Exercise requirements:
Your output should be the entries below, from the first line up to and including the line with "position:relative; width:701px; height:2478px;", reproduced exactly and with no other lines.

Material shown:
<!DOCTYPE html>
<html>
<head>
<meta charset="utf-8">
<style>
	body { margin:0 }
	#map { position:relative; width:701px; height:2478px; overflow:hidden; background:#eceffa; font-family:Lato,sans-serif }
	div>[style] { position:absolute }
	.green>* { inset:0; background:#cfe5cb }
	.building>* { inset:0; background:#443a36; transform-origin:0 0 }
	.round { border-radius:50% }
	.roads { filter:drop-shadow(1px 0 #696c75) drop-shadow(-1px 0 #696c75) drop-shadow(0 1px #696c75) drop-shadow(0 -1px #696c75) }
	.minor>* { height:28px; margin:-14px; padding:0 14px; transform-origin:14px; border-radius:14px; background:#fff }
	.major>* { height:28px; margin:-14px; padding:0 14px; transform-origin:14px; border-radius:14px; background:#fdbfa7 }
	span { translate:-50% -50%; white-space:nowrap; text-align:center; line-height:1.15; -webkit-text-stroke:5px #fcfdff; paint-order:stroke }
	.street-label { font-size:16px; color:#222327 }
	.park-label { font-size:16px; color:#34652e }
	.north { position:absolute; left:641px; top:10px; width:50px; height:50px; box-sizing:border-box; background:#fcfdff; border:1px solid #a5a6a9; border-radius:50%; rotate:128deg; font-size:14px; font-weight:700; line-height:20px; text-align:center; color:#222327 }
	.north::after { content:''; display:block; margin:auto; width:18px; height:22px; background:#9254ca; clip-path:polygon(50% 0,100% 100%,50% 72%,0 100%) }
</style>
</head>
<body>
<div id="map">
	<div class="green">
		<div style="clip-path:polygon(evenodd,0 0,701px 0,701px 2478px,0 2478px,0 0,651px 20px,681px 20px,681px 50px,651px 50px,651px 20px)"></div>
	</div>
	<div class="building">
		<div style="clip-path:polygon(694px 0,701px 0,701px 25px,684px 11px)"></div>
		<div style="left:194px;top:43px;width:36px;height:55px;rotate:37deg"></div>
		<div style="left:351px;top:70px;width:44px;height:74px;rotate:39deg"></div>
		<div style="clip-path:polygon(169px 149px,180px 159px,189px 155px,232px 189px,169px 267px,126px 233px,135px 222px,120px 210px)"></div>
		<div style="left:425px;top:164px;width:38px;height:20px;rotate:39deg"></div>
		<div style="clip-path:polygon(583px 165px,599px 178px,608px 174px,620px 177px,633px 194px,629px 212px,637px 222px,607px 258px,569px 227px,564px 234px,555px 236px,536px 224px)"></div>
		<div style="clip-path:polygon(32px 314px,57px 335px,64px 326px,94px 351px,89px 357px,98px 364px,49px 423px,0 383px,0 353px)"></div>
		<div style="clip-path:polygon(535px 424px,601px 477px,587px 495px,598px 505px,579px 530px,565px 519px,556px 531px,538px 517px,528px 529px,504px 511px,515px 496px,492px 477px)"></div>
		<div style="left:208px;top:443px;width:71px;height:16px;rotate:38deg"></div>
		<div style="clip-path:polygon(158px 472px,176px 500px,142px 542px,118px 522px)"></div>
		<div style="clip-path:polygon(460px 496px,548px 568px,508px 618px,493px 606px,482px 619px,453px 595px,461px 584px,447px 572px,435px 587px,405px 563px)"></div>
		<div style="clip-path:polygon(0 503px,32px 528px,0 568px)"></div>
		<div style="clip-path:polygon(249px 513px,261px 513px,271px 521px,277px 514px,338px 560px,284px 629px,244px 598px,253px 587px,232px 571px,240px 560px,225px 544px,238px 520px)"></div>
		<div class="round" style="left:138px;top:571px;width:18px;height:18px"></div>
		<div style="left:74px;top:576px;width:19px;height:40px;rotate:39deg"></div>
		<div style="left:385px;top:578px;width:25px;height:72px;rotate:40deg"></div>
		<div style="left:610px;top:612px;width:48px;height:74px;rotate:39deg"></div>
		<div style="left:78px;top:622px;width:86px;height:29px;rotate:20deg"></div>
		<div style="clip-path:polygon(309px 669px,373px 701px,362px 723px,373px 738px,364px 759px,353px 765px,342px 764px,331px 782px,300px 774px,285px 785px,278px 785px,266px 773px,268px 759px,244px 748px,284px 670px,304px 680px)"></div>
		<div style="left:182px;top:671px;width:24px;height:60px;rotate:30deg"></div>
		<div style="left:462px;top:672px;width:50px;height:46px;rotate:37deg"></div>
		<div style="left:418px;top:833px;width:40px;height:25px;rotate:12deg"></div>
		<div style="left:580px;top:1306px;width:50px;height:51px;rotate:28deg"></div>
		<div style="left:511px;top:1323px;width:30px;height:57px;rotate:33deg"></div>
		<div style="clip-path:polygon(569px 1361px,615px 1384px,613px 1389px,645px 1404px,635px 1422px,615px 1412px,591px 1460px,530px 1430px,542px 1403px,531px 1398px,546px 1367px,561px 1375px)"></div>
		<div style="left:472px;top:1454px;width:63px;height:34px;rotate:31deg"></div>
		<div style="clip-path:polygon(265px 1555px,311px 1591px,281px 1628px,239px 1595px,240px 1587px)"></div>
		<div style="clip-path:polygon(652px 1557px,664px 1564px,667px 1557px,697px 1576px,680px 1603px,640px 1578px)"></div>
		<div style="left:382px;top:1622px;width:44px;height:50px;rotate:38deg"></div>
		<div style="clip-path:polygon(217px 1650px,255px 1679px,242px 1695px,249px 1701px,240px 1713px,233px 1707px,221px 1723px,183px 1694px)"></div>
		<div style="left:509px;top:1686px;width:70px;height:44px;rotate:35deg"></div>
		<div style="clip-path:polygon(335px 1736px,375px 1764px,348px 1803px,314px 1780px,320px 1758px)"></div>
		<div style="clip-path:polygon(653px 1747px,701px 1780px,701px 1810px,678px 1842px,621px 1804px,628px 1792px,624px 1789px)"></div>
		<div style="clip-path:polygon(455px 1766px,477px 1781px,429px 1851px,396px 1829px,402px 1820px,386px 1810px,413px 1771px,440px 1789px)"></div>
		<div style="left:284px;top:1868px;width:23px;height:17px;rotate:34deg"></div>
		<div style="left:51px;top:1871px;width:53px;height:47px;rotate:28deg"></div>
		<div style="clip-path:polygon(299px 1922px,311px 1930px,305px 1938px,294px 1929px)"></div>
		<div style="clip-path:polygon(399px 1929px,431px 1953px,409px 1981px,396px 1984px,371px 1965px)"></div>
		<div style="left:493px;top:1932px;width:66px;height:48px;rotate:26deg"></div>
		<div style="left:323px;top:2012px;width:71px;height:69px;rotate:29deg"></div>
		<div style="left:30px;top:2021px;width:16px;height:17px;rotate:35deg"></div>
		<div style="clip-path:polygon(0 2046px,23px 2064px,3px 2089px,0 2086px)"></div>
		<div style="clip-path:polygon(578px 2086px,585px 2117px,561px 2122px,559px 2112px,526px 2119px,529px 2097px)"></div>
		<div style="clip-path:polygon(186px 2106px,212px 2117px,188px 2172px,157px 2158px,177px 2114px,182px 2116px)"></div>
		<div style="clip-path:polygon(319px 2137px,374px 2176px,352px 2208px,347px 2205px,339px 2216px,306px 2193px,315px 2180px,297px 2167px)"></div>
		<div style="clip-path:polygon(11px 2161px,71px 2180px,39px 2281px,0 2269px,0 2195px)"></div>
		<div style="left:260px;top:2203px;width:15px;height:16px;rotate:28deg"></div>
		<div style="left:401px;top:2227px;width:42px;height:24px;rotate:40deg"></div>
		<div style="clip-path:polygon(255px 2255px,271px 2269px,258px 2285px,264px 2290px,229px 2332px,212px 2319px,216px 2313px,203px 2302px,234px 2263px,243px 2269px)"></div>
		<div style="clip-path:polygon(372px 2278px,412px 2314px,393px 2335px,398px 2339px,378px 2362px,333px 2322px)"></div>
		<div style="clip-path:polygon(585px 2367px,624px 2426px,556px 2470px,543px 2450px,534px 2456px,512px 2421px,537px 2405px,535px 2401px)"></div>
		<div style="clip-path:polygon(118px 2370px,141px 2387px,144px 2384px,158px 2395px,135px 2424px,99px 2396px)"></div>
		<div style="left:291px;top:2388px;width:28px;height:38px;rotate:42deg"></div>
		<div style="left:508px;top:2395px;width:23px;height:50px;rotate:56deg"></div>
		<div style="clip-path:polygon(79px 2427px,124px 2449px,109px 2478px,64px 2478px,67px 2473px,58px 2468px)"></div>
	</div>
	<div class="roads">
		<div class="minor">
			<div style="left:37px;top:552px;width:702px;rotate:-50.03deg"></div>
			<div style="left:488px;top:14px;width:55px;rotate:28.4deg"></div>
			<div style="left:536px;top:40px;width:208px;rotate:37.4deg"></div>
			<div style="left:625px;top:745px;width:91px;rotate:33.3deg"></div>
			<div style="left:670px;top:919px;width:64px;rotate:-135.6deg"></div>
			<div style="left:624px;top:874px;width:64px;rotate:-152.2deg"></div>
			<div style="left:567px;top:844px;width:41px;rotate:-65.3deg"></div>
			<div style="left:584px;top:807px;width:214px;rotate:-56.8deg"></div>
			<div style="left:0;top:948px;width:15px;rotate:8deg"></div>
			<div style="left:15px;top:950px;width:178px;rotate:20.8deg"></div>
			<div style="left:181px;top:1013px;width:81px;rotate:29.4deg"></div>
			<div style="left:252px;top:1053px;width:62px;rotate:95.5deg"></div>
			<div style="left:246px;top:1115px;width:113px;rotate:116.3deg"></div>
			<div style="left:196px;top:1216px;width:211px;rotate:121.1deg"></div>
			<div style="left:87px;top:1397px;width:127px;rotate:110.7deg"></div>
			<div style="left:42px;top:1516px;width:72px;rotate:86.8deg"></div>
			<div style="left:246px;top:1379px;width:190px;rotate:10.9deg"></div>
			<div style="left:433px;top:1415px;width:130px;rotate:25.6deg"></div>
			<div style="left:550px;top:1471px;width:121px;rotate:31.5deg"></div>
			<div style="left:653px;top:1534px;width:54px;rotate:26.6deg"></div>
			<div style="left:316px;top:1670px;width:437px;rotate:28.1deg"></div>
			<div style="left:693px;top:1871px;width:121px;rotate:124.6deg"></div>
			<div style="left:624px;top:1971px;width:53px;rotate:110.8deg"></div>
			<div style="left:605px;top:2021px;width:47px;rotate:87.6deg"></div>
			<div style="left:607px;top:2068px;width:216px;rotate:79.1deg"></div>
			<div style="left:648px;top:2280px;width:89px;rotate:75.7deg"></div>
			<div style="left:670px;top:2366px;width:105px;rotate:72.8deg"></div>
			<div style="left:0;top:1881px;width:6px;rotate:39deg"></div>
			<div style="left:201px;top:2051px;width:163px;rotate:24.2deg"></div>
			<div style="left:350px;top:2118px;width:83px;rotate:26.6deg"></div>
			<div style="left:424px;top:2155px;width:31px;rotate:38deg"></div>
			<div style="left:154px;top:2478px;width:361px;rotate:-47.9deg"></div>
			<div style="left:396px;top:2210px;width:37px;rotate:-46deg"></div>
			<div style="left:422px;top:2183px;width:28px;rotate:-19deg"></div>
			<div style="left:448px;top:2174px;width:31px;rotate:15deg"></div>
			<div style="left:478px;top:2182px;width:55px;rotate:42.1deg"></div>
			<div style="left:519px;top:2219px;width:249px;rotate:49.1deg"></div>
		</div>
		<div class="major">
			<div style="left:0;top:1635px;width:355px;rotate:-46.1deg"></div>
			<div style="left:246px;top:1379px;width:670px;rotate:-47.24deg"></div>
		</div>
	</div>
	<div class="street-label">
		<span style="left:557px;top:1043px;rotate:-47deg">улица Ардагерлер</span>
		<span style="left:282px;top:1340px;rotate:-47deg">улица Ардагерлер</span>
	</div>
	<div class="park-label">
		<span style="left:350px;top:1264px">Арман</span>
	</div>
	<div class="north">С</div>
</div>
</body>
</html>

The answer:
<!DOCTYPE html>
<html>
<head>
<meta charset="utf-8">
<style>
	body { margin:0 }
	#map { position:relative; width:701px; height:2478px; overflow:hidden; background:#eceffa; font-family:Lato,sans-serif }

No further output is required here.